ASSIGNMENT: Copy each line from the listing below where the word "overflow" shows up.
** RECORD EXCERPTS follows **
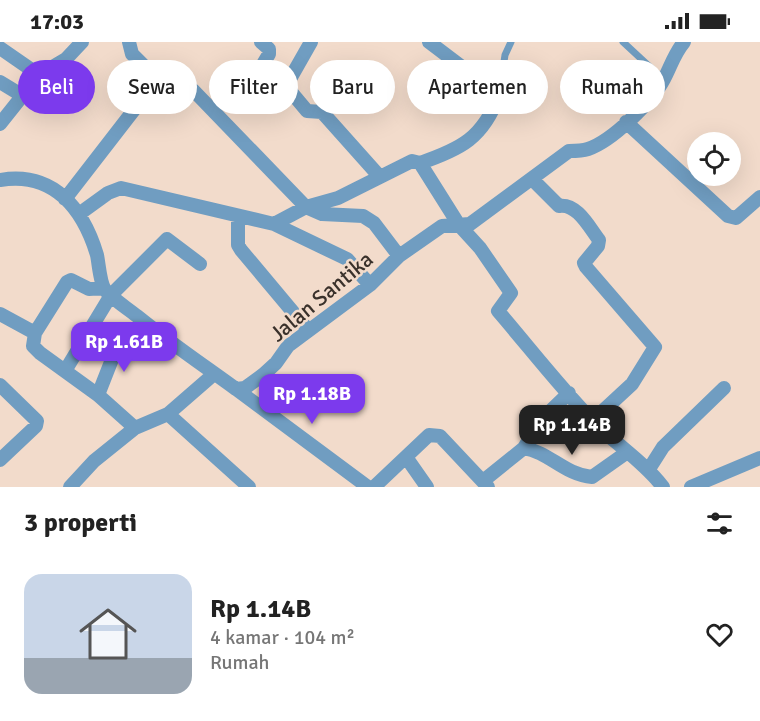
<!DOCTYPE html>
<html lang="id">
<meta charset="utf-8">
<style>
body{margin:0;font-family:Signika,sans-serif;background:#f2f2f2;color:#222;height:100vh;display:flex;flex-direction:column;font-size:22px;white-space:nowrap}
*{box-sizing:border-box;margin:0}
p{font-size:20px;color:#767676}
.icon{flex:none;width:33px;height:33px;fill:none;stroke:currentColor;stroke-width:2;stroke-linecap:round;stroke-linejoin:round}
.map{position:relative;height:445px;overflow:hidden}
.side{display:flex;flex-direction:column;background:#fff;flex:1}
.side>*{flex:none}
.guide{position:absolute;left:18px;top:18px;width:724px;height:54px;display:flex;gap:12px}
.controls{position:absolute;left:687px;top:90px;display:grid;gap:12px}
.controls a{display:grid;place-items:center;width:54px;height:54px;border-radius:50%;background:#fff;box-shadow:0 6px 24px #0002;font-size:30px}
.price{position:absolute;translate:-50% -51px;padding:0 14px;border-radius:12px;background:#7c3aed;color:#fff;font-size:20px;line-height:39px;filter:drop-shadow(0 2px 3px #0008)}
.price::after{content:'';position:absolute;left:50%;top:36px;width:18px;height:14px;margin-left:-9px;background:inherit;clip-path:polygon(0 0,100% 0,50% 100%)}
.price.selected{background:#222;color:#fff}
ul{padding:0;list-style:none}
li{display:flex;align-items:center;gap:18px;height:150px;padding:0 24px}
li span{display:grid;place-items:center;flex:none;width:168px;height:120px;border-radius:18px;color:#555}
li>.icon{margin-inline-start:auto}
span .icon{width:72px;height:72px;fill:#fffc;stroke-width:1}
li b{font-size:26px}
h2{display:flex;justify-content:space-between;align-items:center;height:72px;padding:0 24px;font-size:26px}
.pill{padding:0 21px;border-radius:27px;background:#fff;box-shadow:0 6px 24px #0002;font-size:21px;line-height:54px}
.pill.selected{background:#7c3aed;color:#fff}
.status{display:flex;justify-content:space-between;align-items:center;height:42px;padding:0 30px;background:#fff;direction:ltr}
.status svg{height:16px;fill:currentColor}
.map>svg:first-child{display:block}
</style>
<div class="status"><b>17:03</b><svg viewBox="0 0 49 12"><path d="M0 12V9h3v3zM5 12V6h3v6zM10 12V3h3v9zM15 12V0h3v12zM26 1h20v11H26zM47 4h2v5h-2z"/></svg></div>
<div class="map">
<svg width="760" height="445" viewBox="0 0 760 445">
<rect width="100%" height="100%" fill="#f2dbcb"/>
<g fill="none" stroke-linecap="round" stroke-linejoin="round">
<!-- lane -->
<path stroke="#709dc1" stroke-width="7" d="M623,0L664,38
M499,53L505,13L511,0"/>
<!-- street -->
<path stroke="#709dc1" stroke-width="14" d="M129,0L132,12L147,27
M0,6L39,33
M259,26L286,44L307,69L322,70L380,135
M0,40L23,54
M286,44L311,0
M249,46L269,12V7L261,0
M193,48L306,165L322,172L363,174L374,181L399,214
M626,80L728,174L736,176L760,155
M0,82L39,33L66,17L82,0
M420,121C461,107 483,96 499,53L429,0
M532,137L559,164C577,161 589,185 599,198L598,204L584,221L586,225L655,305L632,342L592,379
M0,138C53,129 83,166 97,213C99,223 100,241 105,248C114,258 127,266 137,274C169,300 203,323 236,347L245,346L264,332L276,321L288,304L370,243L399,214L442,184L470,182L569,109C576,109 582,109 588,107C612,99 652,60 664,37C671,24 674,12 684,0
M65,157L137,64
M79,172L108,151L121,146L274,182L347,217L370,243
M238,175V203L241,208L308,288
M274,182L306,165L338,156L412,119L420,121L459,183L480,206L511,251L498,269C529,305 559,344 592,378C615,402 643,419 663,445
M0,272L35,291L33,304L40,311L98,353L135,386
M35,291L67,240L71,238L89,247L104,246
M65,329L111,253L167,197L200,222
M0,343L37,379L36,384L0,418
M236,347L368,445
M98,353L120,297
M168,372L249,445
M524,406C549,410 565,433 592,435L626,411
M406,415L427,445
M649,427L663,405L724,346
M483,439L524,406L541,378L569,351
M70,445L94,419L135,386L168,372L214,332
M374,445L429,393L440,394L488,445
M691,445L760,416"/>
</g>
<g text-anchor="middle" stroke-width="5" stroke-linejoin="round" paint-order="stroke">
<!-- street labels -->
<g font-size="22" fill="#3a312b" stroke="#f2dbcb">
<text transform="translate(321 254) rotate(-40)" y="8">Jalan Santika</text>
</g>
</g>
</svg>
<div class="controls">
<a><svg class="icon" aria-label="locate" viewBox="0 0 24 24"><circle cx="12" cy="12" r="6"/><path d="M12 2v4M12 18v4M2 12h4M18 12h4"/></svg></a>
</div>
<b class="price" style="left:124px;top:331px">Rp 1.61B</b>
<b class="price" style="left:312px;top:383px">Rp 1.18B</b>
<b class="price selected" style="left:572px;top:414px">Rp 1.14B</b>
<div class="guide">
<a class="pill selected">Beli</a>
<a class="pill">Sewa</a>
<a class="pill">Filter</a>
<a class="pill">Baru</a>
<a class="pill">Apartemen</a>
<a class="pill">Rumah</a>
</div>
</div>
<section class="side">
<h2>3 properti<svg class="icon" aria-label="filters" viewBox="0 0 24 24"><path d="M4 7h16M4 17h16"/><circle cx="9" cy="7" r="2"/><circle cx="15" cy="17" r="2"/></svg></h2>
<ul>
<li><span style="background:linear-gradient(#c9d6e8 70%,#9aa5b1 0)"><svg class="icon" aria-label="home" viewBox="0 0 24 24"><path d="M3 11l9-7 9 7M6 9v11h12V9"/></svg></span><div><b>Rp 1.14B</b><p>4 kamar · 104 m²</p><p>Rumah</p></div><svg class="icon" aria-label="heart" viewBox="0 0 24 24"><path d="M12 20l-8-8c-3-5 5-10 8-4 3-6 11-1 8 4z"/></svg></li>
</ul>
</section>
** End of RECORD EXCERPTS **
** RECORD EXCERPTS follows **
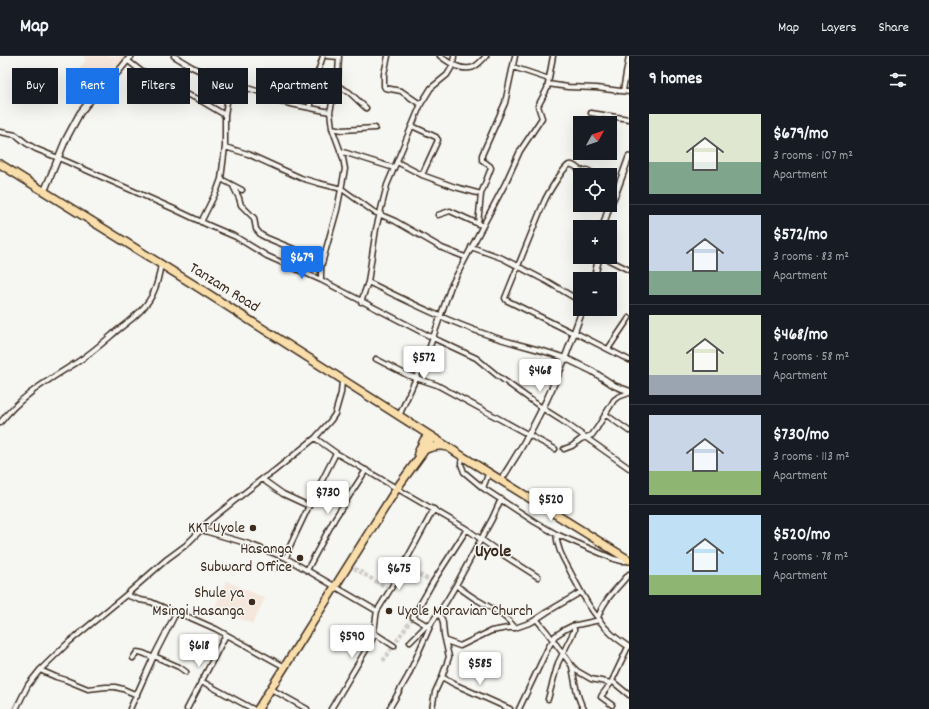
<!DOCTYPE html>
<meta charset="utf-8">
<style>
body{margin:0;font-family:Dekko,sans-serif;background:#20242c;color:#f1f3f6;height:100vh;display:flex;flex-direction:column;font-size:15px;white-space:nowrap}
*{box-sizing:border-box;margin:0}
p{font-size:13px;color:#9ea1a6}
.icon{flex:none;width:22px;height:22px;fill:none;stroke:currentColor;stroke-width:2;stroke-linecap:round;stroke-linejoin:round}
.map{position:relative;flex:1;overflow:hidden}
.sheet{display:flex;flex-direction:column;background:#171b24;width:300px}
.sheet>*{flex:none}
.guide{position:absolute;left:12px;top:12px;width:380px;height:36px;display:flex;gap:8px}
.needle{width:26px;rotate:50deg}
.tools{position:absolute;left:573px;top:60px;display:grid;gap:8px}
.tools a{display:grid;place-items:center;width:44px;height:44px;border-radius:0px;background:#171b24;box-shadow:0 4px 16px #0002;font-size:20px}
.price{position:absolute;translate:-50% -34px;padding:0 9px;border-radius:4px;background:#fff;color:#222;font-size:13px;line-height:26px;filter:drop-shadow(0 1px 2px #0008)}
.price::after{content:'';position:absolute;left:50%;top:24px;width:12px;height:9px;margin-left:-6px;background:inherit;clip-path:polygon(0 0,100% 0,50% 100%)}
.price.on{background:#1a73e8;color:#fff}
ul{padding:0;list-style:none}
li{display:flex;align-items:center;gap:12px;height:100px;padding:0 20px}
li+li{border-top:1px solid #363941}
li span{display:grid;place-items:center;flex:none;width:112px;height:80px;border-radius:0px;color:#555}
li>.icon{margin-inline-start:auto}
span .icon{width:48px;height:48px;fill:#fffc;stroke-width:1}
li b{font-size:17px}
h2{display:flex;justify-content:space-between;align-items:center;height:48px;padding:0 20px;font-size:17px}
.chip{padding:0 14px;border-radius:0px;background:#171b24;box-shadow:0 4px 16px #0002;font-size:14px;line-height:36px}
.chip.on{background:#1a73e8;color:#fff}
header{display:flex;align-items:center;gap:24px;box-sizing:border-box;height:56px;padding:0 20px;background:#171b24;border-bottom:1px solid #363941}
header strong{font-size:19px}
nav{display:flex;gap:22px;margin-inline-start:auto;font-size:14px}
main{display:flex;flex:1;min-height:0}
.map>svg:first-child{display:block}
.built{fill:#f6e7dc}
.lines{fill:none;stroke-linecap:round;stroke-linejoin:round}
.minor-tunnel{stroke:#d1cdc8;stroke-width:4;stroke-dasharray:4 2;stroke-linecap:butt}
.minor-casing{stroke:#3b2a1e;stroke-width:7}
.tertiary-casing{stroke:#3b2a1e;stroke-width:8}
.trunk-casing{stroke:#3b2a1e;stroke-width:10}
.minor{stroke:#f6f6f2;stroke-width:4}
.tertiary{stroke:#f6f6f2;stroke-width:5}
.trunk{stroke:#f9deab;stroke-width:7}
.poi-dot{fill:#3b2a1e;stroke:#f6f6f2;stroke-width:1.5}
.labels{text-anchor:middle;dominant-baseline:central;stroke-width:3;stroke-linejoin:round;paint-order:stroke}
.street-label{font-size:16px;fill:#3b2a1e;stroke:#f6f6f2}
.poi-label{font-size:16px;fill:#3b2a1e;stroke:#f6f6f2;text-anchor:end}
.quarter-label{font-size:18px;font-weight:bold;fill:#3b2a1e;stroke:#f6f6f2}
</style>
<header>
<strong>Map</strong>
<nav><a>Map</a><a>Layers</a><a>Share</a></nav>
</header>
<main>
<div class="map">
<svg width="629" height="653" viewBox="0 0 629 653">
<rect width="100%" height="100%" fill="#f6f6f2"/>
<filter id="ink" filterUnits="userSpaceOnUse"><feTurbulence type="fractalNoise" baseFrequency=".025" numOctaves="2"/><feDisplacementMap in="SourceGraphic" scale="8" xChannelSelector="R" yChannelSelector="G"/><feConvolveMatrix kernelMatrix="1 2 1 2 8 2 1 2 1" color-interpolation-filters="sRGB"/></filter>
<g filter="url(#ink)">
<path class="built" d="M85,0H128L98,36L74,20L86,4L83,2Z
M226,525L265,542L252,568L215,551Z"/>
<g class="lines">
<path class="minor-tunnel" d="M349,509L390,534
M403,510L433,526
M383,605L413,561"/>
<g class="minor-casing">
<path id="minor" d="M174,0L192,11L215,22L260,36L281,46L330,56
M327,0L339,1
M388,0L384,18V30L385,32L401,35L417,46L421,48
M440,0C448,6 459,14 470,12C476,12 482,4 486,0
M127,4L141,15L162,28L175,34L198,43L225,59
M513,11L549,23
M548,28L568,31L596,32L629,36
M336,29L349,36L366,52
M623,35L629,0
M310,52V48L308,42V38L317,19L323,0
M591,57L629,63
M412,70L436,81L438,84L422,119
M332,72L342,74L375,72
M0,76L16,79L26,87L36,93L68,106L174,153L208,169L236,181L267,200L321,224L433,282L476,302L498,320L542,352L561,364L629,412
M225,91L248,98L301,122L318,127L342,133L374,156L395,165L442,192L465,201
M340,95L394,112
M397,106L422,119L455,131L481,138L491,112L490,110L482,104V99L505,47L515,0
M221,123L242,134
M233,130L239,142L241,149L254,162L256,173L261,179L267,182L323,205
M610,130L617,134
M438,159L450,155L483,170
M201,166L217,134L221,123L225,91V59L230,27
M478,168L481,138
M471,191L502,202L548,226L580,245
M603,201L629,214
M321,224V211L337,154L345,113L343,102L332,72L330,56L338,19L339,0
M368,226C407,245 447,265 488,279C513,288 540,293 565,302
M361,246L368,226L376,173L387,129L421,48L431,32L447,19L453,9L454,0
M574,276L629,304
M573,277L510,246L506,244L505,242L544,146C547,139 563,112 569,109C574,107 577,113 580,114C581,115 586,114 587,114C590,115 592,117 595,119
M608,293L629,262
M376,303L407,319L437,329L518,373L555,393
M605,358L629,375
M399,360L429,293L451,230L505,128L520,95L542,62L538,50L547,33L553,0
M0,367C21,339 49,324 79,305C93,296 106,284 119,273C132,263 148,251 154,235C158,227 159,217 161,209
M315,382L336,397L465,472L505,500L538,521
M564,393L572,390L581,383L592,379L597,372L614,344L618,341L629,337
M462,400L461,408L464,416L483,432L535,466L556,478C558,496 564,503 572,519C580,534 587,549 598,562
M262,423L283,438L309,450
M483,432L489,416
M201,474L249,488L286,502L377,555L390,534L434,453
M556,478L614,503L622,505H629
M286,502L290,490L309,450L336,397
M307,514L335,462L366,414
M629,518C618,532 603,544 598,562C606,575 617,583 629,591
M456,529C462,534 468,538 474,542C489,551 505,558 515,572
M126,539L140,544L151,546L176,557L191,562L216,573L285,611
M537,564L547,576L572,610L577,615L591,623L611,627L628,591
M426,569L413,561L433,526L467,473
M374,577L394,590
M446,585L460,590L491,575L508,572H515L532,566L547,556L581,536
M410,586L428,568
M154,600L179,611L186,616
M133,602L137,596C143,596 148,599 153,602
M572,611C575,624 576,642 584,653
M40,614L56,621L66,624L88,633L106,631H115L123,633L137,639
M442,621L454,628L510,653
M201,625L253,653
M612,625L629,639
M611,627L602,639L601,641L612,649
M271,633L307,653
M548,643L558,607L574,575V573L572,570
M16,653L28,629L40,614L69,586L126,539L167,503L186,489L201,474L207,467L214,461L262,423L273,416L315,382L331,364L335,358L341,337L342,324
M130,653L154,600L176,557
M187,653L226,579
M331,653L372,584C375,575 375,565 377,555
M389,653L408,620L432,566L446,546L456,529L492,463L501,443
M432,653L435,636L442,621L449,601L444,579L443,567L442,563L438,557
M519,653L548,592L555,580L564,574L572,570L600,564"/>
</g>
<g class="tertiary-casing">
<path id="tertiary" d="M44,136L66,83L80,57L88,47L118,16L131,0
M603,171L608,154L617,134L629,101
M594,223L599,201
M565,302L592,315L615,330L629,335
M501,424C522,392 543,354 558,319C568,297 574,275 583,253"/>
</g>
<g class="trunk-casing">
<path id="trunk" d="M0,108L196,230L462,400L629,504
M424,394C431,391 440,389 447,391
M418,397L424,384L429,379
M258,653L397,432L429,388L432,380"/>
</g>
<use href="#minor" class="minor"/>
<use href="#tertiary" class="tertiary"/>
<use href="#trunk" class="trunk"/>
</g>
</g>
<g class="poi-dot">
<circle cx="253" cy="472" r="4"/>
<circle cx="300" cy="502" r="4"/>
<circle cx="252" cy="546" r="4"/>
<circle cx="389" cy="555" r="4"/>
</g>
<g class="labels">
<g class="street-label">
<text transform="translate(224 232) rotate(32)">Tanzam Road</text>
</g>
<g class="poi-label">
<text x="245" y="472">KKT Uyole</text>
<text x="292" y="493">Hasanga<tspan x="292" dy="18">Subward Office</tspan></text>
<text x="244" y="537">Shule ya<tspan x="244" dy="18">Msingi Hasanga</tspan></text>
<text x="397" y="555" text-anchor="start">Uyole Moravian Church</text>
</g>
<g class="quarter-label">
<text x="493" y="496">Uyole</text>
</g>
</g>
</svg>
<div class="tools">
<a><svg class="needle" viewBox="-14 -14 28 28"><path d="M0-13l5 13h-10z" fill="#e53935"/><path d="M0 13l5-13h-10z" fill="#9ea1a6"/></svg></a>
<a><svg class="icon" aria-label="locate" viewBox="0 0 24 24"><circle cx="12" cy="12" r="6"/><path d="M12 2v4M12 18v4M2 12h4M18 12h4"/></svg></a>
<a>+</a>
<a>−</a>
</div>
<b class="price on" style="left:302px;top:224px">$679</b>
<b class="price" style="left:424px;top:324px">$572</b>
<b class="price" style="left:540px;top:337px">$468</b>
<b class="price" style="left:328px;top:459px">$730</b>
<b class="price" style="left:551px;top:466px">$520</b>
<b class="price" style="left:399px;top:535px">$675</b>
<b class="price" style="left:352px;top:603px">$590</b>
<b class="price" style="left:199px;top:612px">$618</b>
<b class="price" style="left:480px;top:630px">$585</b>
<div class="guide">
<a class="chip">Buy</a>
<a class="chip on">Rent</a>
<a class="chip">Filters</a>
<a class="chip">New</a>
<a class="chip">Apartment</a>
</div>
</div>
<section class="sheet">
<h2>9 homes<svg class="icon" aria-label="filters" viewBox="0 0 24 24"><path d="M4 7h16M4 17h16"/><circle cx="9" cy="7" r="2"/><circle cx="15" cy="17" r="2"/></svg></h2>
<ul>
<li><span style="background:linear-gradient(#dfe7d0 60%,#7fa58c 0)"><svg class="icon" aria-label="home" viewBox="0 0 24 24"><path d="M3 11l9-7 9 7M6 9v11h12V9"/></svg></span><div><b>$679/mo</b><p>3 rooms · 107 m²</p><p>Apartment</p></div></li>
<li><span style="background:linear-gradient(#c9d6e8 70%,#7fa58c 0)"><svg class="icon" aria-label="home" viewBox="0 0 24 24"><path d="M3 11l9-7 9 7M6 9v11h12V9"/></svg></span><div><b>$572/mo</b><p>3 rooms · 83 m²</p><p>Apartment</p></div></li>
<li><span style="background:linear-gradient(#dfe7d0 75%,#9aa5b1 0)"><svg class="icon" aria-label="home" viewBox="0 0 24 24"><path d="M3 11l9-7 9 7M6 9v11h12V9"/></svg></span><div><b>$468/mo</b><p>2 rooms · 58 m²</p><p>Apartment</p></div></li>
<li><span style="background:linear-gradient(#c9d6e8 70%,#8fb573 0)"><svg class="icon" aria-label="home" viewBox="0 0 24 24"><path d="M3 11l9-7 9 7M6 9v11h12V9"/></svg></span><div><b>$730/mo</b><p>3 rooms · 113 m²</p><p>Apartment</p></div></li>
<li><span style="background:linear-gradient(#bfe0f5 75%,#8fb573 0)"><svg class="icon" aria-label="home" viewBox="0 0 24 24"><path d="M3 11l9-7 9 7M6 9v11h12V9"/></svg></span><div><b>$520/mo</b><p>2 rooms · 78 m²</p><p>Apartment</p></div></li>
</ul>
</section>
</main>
** End of RECORD EXCERPTS **
OUTPUT BELOW:
.map{position:relative;height:445px;overflow:hidden}
.map{position:relative;flex:1;overflow:hidden}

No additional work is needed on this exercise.